Cuillers ondulantes : la plaque sans axe
La cuiller ondulante est une plaque métallique incurvée, sans axe et sans pièce mobile. Elle ne tourne pas, elle bascule d’un côté sur l’autre, tout en se déplaçant de côté par rapport à la ligne droite de l’animation.
D’où vient le jeu
La courbure rend la plaque asymétrique : le flux pousse plus fort sur le côté concave que sur le côté convexe, la plaque se retourne, présente l’autre côté — et le cycle recommence. Plus en détail — pourquoi elle bascule.
Elle travaille même sans animation
Pendant la pause, l’ondulante ne coule pas simplement, elle plane en continuant de basculer. C’est la principale différence avec la tournante : celle-ci est morte sans mouvement vers l’avant, tandis que l’ondulante fait la moitié du travail en chute libre.

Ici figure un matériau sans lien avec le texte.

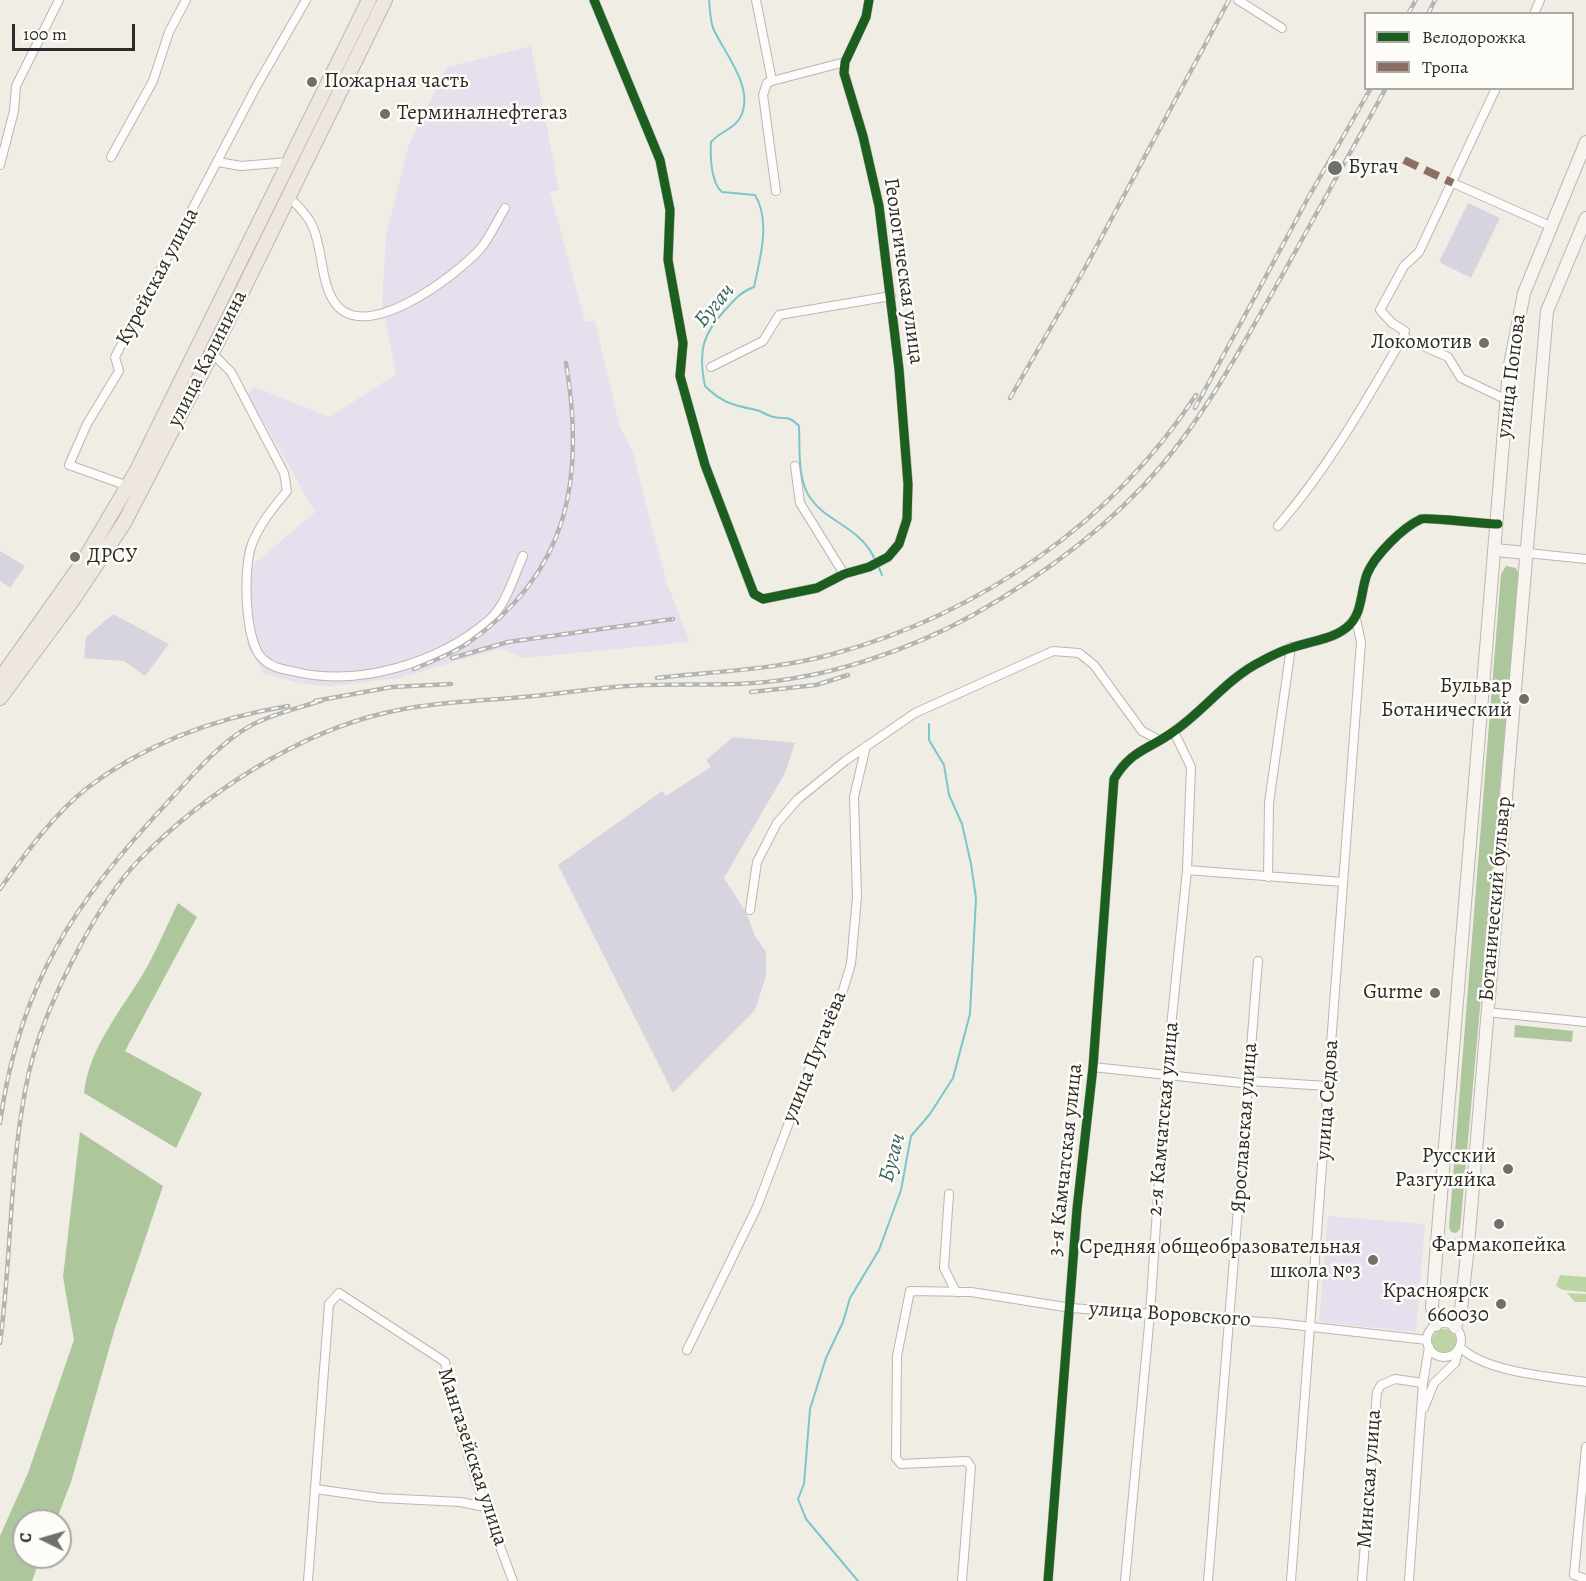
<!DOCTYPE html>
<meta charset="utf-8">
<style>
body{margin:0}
#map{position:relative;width:1586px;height:1581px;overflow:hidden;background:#f0ede4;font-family:Alegreya,serif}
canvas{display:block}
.legend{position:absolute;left:1364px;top:12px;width:210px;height:78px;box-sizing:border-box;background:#fdfcf7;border:2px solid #a9a8a5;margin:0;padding:8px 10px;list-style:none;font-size:18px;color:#2b2b2b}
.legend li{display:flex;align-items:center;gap:12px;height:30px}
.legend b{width:30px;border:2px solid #a9a8a5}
.north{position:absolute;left:12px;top:1509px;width:60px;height:60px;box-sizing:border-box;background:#fdfcf7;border:2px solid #a9a8a5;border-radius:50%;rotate:275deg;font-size:16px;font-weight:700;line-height:24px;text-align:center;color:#2b2b2b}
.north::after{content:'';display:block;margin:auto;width:21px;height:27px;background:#706f6c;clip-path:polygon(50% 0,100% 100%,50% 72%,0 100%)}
.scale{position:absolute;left:12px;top:24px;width:123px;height:27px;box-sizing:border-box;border:3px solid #2b2b2b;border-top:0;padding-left:8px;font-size:18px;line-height:21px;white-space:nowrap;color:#2b2b2b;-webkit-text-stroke:4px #fdfcf7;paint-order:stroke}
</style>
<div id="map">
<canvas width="1586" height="1581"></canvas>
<ul class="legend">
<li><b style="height:8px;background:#1b5e20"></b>Велодорожка</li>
<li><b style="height:8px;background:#8d6e63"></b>Тропа</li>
</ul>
<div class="north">С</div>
<div class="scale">100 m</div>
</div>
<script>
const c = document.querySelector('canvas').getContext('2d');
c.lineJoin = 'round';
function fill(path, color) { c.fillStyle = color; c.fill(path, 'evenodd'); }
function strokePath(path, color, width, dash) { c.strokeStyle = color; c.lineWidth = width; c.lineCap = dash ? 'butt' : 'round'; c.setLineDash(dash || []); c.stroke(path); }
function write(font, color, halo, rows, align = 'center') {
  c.font = font + ' Alegreya,serif'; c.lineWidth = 5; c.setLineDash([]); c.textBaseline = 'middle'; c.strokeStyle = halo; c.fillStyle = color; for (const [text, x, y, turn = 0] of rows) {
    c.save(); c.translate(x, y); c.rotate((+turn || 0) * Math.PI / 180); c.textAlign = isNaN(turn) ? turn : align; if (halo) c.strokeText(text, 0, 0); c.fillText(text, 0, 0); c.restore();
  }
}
fill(new Path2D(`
 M 531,46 L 559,190 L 550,192 L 585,321 L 595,321 L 619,424 L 633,453 L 666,581 L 690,642 L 522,658 L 502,648 L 398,678 L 332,686 L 302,684 L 264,674 L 248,647 L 242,574 L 315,512 L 248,394 L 254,387 L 330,417 L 396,374 L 382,304 L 386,235 L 408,147 L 446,68 Z
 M 1328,1216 L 1425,1224 L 1416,1332 L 1319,1322 Z`), '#e7dfed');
fill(new Path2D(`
 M 1468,203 L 1500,218 L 1471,278 L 1439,262 Z
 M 0,551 L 25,566 L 10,588 L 0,581 Z
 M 113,614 L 169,644 L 145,676 L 124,661 L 84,658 L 86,637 Z
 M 733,737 L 795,743 L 785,773 L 724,878 L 746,912 L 755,936 L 766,952 L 766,976 L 755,1010 L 673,1093 L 558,865 L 662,791 L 666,796 L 711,767 L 706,760 Z`), '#d8d4df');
fill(new Path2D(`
 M 1560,1275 L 1586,1277 L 1586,1292 L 1563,1290 L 1556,1286 Z
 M 1567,1293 L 1586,1294 L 1586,1302 L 1575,1302 Z
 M1432 1341a12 12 0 1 1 24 0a12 12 0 1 1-24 0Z`), '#bdd5a4');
fill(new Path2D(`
 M 1506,566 L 1516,568 L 1519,575 L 1460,1229 L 1456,1233 L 1451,1232 L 1449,1227 L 1501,574 Z
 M 178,903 L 197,917 L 125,1051 L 202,1093 L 176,1148 L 84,1093 C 89,1048 120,1012 143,974 C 156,952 166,927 178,903 Z
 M 1515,1025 L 1573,1031 L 1572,1042 L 1514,1037 Z
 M 80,1132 L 163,1186 L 115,1328 L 71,1482 L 56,1521 L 24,1521 L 24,1557 L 41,1557 L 32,1581 L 0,1581 L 0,1536 L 28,1473 L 74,1340 L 63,1277 Z`), '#adc69c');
strokePath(new Path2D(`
 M 709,0 C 710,9 710,19 713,28 C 724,53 753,85 742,114 C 736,129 720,131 711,142 C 710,156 711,183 722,192 L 755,195 C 771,221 760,259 754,287 C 742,291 735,299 726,309 C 702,334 698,352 705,386 C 722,403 733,405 756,410 C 762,411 767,416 774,417 C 786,420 787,414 799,426 C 800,448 797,481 811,499 C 827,522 862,528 875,560
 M 879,568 L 882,575
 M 858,1581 L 806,1519 L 798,1499 L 804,1484 L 810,1409 L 826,1358 L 843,1322 L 850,1298 L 879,1250 L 901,1190 L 911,1136 L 930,1114 L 953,1078 L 970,1014 L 976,898 L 971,864 L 962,824 L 949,795 L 944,765 L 929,740 L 929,724`), '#7ac6ca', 2);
const street = new Path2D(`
 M 594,0 L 660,160 L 670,210 L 668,260 L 683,343 L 680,376 L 705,465 L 754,594 L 763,599 L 817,588 L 844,574 L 869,567 L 888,557 L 899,544 L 907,519 L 908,484 L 899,369 L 879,206 L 863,136 L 844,73 L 845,62 L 866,17 L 869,0
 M 756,0 L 772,81 L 767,83 L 763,95 L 776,191
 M 1238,0 L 1282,28
 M 1534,14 L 1540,0
 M 772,81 L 845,62
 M 111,157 L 153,81 L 169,32 L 186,0
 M 218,162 L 241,166 L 289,162
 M 0,165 L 14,111 L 16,86 L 59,0
 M 1453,183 L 1550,226
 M 289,197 C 297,205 307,214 312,225 C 323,248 320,278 333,300 C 362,349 458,274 481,248 C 490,237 497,221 505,208
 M 1403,337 L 1448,357 L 1461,378 L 1507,400
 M 212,353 L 231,372 L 284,473 L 287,491 C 274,507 260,523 252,544 C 243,566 244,643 263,659 C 271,667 281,669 292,671 C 357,688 439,663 489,620 C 506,605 514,576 523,556
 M 711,367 L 763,341 L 779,315 L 891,296
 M 795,466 L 800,503 L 844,574
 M 128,486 L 69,465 L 87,424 L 119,371 L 115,357 L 256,87 L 306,0
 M 1278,526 C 1328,468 1365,403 1403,337 L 1405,331 L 1392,323 L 1380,310 L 1404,266 L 1419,252 L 1496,88
 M 1527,553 L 1586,559
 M 1187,870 L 1343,882
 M 1268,877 L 1269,803 L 1291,647
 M 750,910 L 757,862 L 777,823 L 798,799 L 845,761 L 915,713 L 1053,651 L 1079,653 L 1094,665 L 1142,731 L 1159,740
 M 1486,1012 L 1586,1022
 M 1093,1067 L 1242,1083 L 1249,1081 L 1327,1086
 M 949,1194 L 944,1268 L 956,1292
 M 1437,1243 L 1468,1245
 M1427 1340a17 17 0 1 1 34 0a17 17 0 1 1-34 0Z
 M 1460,1347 C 1484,1372 1552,1377 1586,1382
 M 687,1350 L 757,1207 L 815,1054 L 840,1000 L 851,964 L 857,897 L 854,797 L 866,746
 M 1424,1408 L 1434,1383 L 1455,1363 L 1458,1351
 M 1586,1447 L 1574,1575 L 1586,1579
 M 315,1489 L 380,1498 L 460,1502 L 485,1507
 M 308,1581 L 329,1304 L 339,1293 L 445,1362 C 458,1437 486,1510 513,1581
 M 962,1581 L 971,1467 L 967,1461 L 901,1464 L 896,1458 L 897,1356 L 910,1291 L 971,1292 L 1071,1308 L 1277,1323 L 1427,1340
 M 1048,1581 L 1077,1209 L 1093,1067 L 1114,779 C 1131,750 1148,750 1173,732 C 1204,711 1227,678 1262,661 C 1271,656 1281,651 1291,648 C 1309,641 1331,640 1346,628 C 1363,615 1360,593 1367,574 C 1375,555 1402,528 1421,519 C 1426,517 1486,524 1498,524
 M 1125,1581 L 1150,1314 L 1166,1076 L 1187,870 L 1191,767 L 1174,732
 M 1208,1581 L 1258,961
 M 1291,1581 L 1361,642 L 1356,619
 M 1362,1581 L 1377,1392 L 1381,1385 L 1395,1379 L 1423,1383
 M 1409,1581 L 1423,1383 L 1429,1347`);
const secondary = new Path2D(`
 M 1495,550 L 1527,553
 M 1436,1325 L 1432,1307 L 1437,1243 L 1509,370 L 1524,293 L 1586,142
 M 1455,1327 L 1461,1310 L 1468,1245 L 1547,311 L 1586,218`);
const primary = new Path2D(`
 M 0,679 L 83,562 L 137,470 L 369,0
 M 0,698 L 72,601 L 124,523 L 212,353 L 385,0`);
strokePath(street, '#b9b7b1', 10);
strokePath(secondary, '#b9b7b1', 14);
strokePath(primary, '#b9b7b1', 16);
strokePath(street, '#fdfcfb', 8);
strokePath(secondary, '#f7f4f0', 12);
strokePath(primary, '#eee7e0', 14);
const rail = new Path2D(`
 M 1408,14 L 1416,0
 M 1428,14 L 1435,0
 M 1010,398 L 1085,268 L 1229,0
 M 1195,408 L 1308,198 L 1371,88
 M 452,658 L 508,642 L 673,619
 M 414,669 C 432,661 452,654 468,643 C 570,572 585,477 566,363
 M 657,678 C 716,671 776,670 833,654 C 980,614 1112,523 1196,395
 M 751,692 L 816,685 L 848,675
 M 315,701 L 392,687 L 451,684
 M 0,889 C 25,854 53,815 87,788 C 146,743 216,718 288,706
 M 0,1123 C 19,985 73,904 167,803 C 191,777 218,744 250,726 C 271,714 300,708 323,700
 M 0,1343 C 12,1254 9,1161 29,1072 C 43,1011 95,905 139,860 C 204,794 298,732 389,712 C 437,701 486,701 534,696 C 566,693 597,688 628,686 C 670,683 712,686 754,683 C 827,678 908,651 973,615 C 1042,576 1109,527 1161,466 C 1207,412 1239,351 1274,290 C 1311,223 1349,156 1386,88`);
strokePath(rail, '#b4b4b3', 4.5);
strokePath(rail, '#fdfcf7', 2, [7]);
strokePath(new Path2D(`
 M 1404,160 L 1453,183`), '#8d6e63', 8, [15, 8]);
strokePath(new Path2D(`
 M 594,0 L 660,160 L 670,210 L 668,260 L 683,343 L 680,376 L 705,465 L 754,594 L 763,599 L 817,588 L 844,574 L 869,567 L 888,557 L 899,544 L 907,519 L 908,484 L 899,369 L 879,206 L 863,136 L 844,73 L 845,62 L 866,17 L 869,0
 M 1048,1581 L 1077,1209 L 1093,1067 L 1114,779 C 1131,750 1148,750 1173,732 C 1204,711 1227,678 1262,661 C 1271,656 1281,651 1291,648 C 1309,641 1331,640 1346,628 C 1363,615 1360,593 1367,574 C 1375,555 1402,528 1421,519 C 1426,517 1486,524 1498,524`), '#1b5e20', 9);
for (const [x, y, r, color] of [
 [312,82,6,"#706f6c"],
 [385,114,6,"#706f6c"],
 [1335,168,8,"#706f6c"],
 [1484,343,6,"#706f6c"],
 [75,557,6,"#706f6c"],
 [1524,699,6,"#706f6c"],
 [1435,993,6,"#706f6c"],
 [1508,1169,6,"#706f6c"],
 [1499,1224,6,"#706f6c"],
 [1373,1260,6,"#706f6c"],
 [1501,1304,6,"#706f6c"]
]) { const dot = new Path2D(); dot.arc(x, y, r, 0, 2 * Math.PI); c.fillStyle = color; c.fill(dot); strokePath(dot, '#fdfcf7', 2); }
write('21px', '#2b2b2b', '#fdfcf7', [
 ["Пожарная часть",324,82,"left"],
 ["Терминалнефтегаз",397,114,"left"],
 ["Бугач",1348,168,"left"],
 ["Локомотив",1472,343],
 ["ДРСУ",87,557,"left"],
 ["Бульвар",1512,687],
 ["Ботанический",1512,711],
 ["Gurme",1423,993],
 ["Русский",1496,1157],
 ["Разгуляйка",1496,1181],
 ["Фармакопейка",1499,1246,"center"],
 ["Средняя общеобразовательная",1361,1248],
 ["школа №3",1361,1272],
 ["Красноярск",1489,1292],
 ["660030",1489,1316]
], 'right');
write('21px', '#2b2b2b', '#fdfcf7', [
 ["Геологическая улица",903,271,82],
 ["Курейская улица",158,277,-62],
 ["улица Калинина",208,359,-63],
 ["улица Попова",1512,376,-83],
 ["Ботанический бульвар",1496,899,-85],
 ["улица Пугачёва",815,1057,-68],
 ["улица Седова",1328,1100,-86],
 ["2-я Камчатская улица",1164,1119,-85],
 ["Ярославская улица",1245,1128,-86],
 ["3-я Камчатская улица",1066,1160,-84],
 ["улица Воровского",1170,1315,4],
 ["Мангазейская улица",472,1457,72],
 ["Минская улица",1370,1479,-86]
]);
write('italic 22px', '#366366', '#fdfcf7', [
 ["Бугач",715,306,-50],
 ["Бугач",893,1158,-75]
]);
</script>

L’épaisseur remplace la forme
L’ondulante n’a ni palette ni bavette — tout dépend du profil et de l’épaisseur du métal. Une plaque fine bascule largement et coule lentement, une plaque épaisse nage plus étroit et plus vite, mais vole nettement plus loin.
L’hameçon se pose de différentes façons
L’hameçon triple est suspendu à un anneau brisé à l’arrière, et sur certains modèles un hameçon simple est soudé en dur. Le montage fixe s’emmêle moins au lancer, le montage mobile pardonne mieux les à-coups lors du décrochage. Les deux variantes existent sur le même modèle selon les séries, et le choix entre elles est un choix entre la capacité à passer les obstacles et la fiabilité du ferrage.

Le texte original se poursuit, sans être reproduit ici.